Le Narcisse du Caravage avec son... genou, 1597-99

Le Narcisse du Caravage avec son... genou, 1597-99

Détail de la conversion de Marie-Madeleine du Caravage, 1598

Détail de la conversion de Marie-Madeleine du Caravage, 1598

Finalement l’image d’une chose, tout aussi bien que la nôtre, existe en dehors du monde matériel. N’est-ce pas le vrai dehors absolu du monde. Un monde imaginaire où… notre imagination se laisse aller sans frein et sans fin. C’est Alice au pays des… cartes à jouer ! Ou encore le monde hanté des revenants… sans oublier la scène de tous nos fantasmes ! L’image n’est pas un objet… et la liberté des opérations imageantes semble infinie !

 

L’invention du dessin et de la peinture ne viendrait-elle pas selon Pline l’ancien… d’un premier contour tracé à l’entour d’une ombre. Selon la légende la fille du potier Dibutades, triste et angoissée à l’idée de voir son amant partir à la guerre, détoura son ombre au charbon de bois. Ah ! Il n’est d’amour que pour ce qui d’une manière ou d’une autre se dérobe. Anticipant l’absence de son amant elle idéalise et érotise son image... elle détourne ce qui n’est qu’un vide, une tache aveugle… pour mettre au monde le fantôme que le contour révèle en son sein. L’ombre projetée n’est peut-être qu’un reflet trompeur mais on y reconnait comme la marque sublimée de l’absent. On ne s’étendra pas sur la suite de l’histoire… comme il ne lui restait plus rien que le contour d’un corps, son père lui donna un semblant de consistance en le coulant dans l’argile et en… l’érigeant. Cette image qui se dresse devant les yeux n’est-elle pas aussi cette fameuse imago, l’image du mort, que les romains trimballaient lors des cortèges funéraires avant de… la remiser au placard. 

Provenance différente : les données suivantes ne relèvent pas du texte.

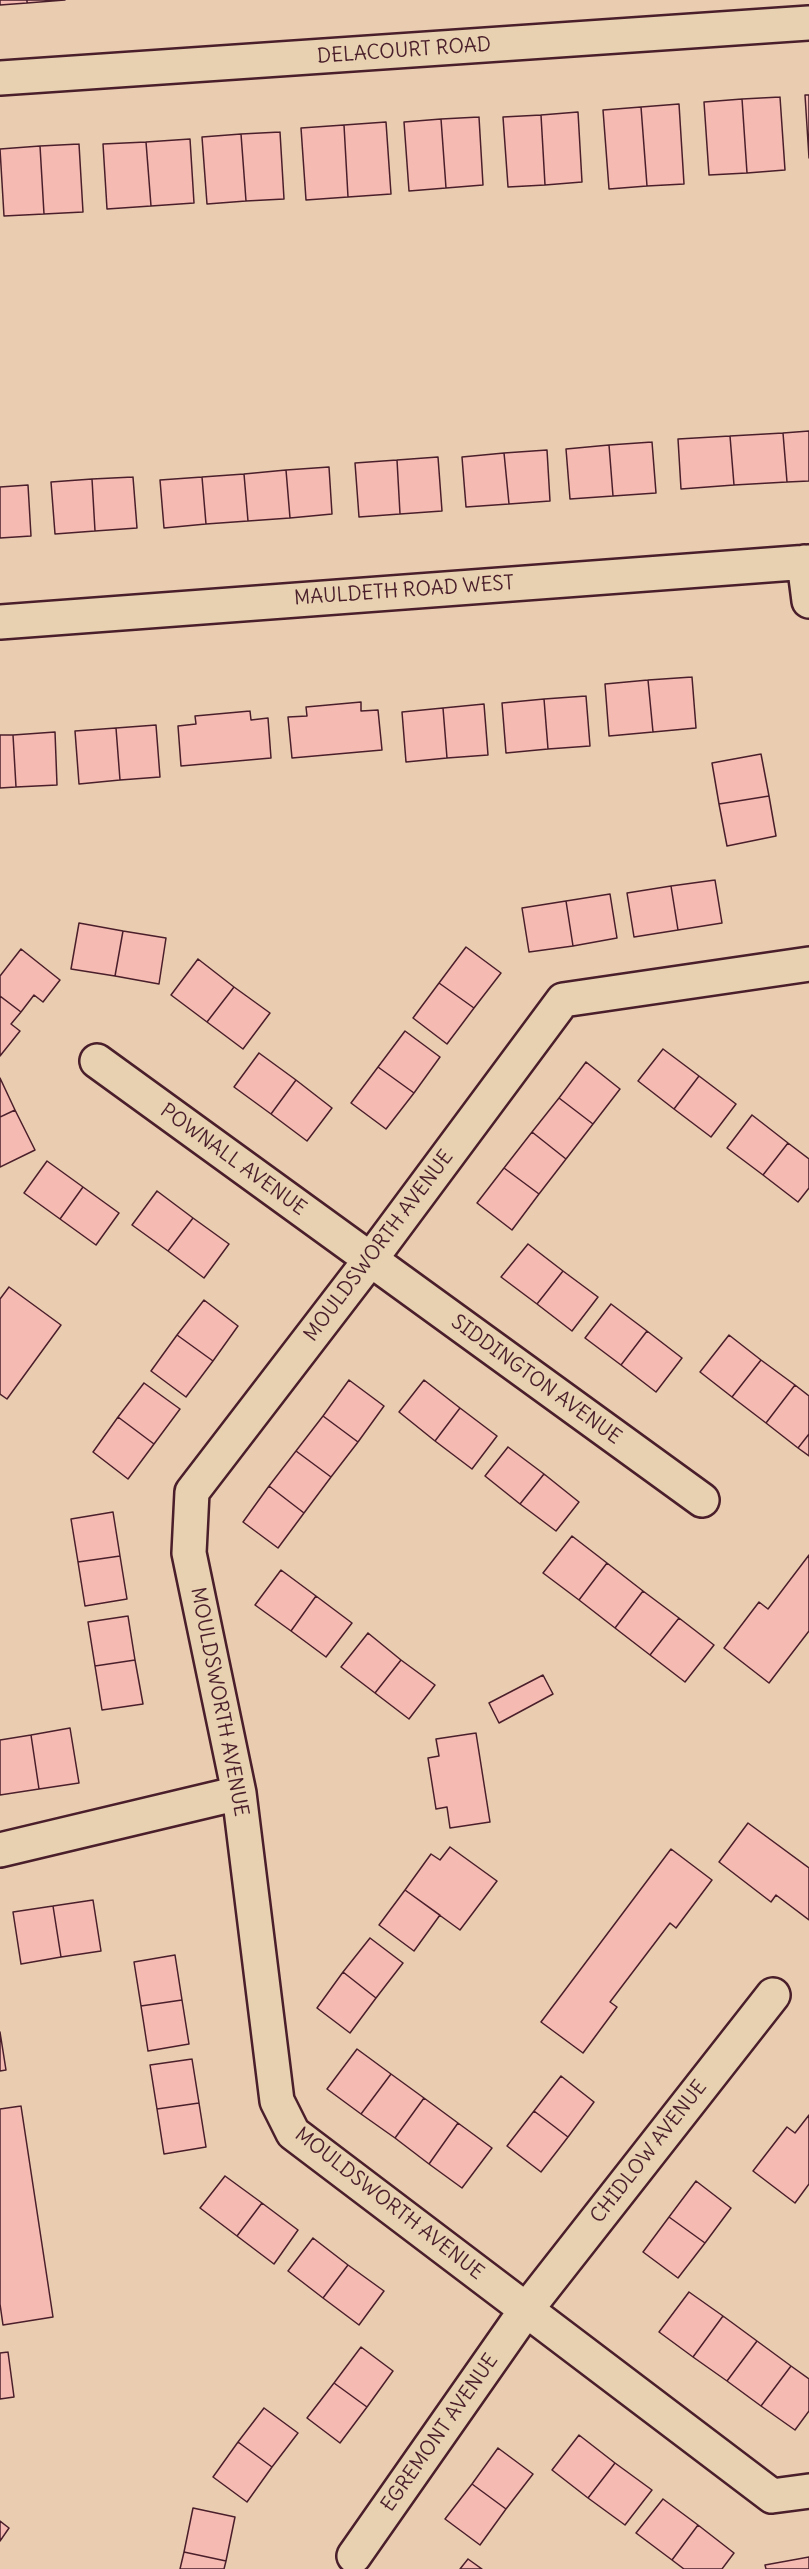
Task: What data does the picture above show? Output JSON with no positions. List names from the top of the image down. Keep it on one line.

Une Dibutades délicieusement kitsch (détail), Eduard Daege, 1832

Une Dibutades délicieusement kitsch (détail), Eduard Daege, 1832

L’ombre projetée de l’amant aura fait naître chez la jeune fille un désir de tracement qui existait déjà dans sa tête, dans la façon dont notre cerveau fabrique une image… dans la façon avec laquelle il insiste sur les lignes extrêmes des choses qui passent devant nos yeux. Probablement histoire de les stabiliser dans leur mouvement comme dans nos déplacements. Histoire de ne pas tourner de l’œil comme je l’ai dit. Guetter ou… contempler nécessitent de fixer les contours des enveloppes (pour bien les suivre dans leur déplacement global) ainsi que les couleurs qui doivent coller à la peau et comme appartenir aux objets. Fait aussi penser à cette phrase de Platon : « ne sens-tu pas que les images sont bien loin de contenir les mêmes choses que ce dont elles sont l’image ». Mais en même temps elles sont tellement riches…

 

L’ombre, comme l’empreinte, est de l’ordre du double, de l’ajout, du supplément. La force de l’impression et de l’empreinte étant à la mesure de leur découpe. Avec cette idée, chère aux philosophes, que l’empreinte visuelle (non sonore et non olfactive) et sa reproduction seraient l’apanage de l’homme qui seul saurait l’interpréter. Quelle arrogance alors que nous ne sommes au départ que de pauvres chasseurs. Marques, traces, indices, vestiges, présences… présages : bon c’est vrai qu’on sent bien qu’à un moment l’homme se hisse au-dessus du lot… mais la fonction figurative semble pourtant être implicite dans toute vision… animale. Battre les cartes de l’imaginaire n’est sans doute pas l’apanage que de l’homme.

 

C’est parce que l’image nous concerne que nous n'avons de cesse de la cerner. Où il s’agirait dès le départ de circonvenir… de circonscrire les formes qui glissent et s’entremêlent devant nos yeux. Et ne nous leurrons pas, si nous traçons sur une feuille des lignes et des contours c’est que quelque part nous le faisons dans notre tête avant même de parler, avant même d’échanger des signes…  même si nous ne commencerions à « dessiner » qu’une fois le langage acquis (quoique… qui sait peut-être l’enfant sauvage dessinait-il). Ces étonnants premiers coups de lasso sont en fait comme des signes avant même que nous ne sachions ce qu’est un signe. La vision « pré-discursive » est un découpage en quête de… sens, mais à l’infini potentiel eu égard ses possibilités d’exploration sans fin.

 

Qu’est-ce qu’une image au fond ? C’est peut-être un ensemble de codes qui prétendent ne pas être des signes en se déguisant afin de laisser croire à une présence immédiate et naturelle. Et l’on peut remplacer dans cette phrase le mot code par découpe ou encore contour ou bien couleur ? Plus que le langage, c’est le mot qui est leur autre. Où il s’agit pour tout animal doté d’yeux d’apprendre à voir une image (et ses contours et ses couleurs si faussement simples) et de s’y reconnaître en y reconnaissant son environnement.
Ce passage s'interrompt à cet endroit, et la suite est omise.